Discourse - ausjke
https://www.discourse.org/faq/
======
danso
[insert obligatory "This is old. Is something new?"]

That said, I hadn't checked Discourse's FAQ page in awhile, and I was
wondering where it's been deployed as I couldn't think of many examples
myself, other than Middleman's forum [1], but I don't actively check out
sites' discussion boards. So it was cool to see that pretty well-known sites,
such as BoingBoing and New Relic, are using it.

[1] [https://forum.middlemanapp.com/](https://forum.middlemanapp.com/)

------
dorianm
Their open source repository is full of interesting things to learn:
[https://github.com/discourse/discourse](https://github.com/discourse/discourse)

------
mchahn
The Atom editor has been using Discourse from the beginning.

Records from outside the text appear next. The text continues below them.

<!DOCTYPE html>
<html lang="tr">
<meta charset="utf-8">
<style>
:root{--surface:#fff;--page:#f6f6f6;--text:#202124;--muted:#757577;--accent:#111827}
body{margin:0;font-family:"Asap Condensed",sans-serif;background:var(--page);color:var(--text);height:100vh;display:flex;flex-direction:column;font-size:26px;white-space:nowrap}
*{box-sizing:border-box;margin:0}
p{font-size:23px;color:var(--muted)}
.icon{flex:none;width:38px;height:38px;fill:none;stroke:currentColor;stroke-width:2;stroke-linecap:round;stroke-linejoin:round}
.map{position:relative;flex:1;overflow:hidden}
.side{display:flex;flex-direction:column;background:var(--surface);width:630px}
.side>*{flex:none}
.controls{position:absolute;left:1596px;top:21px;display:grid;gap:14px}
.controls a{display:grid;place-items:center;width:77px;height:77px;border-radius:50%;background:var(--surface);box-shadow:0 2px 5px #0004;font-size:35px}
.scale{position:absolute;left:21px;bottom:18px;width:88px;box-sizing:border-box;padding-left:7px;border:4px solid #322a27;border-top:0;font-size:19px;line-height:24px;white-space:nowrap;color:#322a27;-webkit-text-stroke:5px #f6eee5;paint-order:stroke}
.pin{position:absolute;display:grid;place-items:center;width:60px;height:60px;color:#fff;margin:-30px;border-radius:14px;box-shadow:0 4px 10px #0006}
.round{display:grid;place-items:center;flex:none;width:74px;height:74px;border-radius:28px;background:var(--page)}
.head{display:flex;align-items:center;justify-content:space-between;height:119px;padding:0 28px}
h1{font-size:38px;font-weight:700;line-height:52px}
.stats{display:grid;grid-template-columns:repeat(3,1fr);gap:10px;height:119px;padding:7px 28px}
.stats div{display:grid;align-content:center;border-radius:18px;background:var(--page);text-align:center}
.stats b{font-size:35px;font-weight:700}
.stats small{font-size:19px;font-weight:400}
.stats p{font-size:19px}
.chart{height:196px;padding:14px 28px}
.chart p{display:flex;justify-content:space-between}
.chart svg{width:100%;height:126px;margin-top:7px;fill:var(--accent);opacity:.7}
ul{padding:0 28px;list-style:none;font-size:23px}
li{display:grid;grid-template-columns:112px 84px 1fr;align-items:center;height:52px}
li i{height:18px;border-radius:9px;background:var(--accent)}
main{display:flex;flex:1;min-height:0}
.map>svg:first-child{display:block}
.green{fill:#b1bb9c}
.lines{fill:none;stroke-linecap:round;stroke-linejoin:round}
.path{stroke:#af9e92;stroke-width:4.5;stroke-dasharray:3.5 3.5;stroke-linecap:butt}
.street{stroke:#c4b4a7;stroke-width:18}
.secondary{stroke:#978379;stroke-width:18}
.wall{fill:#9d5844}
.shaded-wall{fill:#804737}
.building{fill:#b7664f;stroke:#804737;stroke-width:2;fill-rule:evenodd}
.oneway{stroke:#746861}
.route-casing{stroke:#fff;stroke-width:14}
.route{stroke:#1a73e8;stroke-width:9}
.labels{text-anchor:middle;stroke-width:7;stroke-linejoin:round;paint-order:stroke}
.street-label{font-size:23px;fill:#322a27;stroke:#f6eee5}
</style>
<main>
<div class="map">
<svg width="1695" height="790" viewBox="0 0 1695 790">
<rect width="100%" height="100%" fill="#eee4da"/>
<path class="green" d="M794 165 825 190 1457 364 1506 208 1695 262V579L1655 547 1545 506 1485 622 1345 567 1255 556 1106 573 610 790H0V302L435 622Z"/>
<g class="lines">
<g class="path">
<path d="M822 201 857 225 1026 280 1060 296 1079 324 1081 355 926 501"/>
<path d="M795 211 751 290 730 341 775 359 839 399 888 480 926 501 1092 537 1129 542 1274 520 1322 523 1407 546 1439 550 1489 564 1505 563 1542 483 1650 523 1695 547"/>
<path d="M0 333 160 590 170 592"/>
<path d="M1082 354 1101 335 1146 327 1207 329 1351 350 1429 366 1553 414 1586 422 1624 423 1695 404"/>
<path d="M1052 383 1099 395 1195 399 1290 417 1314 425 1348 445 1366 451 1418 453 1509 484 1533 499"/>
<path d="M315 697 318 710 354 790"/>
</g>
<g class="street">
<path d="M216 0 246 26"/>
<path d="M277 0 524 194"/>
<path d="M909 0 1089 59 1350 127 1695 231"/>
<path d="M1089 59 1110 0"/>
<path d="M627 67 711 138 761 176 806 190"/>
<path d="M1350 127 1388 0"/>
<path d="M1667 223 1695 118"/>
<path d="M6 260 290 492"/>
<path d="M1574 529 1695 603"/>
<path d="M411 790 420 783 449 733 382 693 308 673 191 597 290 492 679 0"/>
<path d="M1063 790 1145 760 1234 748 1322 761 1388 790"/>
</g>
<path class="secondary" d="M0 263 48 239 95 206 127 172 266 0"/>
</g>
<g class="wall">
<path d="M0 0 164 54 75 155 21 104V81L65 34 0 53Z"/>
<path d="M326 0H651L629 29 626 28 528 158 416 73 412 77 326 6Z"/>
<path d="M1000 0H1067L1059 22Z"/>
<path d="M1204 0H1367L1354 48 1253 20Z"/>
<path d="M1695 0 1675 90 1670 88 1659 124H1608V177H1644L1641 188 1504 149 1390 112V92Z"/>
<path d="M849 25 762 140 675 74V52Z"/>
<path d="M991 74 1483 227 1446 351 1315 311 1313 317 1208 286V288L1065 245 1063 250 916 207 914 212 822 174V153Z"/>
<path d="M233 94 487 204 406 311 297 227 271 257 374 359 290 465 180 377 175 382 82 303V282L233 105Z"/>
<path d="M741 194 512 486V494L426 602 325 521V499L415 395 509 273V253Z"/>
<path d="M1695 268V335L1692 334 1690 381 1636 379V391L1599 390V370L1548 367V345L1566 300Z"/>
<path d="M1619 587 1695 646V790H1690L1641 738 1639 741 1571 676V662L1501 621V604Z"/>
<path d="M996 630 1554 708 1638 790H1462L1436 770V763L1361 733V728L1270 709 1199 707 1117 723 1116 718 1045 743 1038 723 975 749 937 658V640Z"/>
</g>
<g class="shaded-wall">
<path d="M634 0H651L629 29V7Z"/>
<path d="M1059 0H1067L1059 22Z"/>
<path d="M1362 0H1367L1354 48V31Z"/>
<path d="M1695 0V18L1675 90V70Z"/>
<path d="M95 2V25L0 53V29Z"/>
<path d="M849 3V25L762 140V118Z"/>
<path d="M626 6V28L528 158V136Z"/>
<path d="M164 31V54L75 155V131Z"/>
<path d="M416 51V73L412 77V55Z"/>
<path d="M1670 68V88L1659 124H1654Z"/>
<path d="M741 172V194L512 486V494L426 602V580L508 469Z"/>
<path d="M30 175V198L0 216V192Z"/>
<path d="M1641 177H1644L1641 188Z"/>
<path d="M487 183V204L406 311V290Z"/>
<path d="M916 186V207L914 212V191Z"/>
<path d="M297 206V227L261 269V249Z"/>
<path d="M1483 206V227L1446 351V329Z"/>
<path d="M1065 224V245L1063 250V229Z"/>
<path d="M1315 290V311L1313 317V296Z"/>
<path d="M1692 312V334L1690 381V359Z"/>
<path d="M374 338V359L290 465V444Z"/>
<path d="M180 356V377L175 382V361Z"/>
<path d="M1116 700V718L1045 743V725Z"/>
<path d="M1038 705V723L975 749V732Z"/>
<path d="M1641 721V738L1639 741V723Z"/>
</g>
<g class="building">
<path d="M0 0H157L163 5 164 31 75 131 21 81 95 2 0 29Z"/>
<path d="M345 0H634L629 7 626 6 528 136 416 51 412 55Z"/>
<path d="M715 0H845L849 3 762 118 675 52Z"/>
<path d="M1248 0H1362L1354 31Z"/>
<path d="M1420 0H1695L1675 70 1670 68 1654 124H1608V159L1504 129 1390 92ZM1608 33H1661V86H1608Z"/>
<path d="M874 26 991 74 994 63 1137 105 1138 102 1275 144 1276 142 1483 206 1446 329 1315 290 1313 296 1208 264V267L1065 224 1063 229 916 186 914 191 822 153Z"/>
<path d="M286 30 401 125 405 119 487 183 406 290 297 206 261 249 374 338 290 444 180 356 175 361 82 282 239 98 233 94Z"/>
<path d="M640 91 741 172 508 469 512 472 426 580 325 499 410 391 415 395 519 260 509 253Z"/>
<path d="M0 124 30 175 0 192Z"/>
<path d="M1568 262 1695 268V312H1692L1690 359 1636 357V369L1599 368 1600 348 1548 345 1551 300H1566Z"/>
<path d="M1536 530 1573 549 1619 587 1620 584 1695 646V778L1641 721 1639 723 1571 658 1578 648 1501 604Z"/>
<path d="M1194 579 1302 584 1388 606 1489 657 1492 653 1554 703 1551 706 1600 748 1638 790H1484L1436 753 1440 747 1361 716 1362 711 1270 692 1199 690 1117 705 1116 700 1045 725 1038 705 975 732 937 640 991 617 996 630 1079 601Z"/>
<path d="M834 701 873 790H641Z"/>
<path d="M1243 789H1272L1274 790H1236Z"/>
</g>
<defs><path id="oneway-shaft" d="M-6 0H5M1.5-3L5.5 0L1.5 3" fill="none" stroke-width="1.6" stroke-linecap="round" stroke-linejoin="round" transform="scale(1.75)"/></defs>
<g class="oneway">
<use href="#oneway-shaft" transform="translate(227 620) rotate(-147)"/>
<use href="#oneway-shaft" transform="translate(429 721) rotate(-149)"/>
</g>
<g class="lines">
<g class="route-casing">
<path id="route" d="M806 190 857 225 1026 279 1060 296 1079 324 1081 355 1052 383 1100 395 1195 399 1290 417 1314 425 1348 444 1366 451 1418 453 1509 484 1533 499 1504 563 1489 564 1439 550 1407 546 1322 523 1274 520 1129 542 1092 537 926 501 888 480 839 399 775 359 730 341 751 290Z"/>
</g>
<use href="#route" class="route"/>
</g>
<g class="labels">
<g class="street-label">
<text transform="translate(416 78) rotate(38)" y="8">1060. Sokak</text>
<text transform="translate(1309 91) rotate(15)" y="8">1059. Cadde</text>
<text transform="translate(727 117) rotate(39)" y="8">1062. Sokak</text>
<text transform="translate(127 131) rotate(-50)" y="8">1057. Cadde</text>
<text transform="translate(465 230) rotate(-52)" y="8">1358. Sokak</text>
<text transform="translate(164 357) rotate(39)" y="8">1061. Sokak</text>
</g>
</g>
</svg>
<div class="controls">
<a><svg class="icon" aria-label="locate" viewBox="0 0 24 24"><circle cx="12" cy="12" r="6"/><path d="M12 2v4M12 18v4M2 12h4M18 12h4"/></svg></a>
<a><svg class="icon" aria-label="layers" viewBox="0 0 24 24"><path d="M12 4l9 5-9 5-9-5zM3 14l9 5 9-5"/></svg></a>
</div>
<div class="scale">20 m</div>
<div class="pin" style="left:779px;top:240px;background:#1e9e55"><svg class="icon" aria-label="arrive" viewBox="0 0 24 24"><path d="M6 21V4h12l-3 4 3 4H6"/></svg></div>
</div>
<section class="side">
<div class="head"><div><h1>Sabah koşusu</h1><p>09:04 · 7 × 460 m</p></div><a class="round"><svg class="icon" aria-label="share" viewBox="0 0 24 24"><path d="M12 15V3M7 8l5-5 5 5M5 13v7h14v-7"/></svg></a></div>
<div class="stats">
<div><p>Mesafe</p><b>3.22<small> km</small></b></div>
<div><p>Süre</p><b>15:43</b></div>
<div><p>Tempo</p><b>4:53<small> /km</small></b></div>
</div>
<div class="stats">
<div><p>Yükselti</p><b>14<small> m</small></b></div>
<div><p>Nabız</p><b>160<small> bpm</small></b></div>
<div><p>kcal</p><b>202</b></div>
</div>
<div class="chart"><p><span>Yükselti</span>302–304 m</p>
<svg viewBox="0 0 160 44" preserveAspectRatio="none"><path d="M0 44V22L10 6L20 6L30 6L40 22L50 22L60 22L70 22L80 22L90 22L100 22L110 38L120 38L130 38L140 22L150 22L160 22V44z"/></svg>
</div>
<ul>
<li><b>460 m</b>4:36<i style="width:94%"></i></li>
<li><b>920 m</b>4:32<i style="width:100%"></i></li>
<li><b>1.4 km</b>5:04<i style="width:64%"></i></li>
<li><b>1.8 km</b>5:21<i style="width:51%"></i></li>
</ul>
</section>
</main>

It works very
(extremely?) well as a discussion forum but I turned off all mailing. I had
problems controlling the topics sent.

------
donretag
The Discourse implementation of a mailing list is subpar. Many emails are
delivered out-of-order or not delivered at all, the sender's email is not set
in the from field, so you cannot glance at your inbox and see who replied to a
thread and so many other issues. Google Groups is a far better alternative if
you do not need open-source and need a mailing list that just works.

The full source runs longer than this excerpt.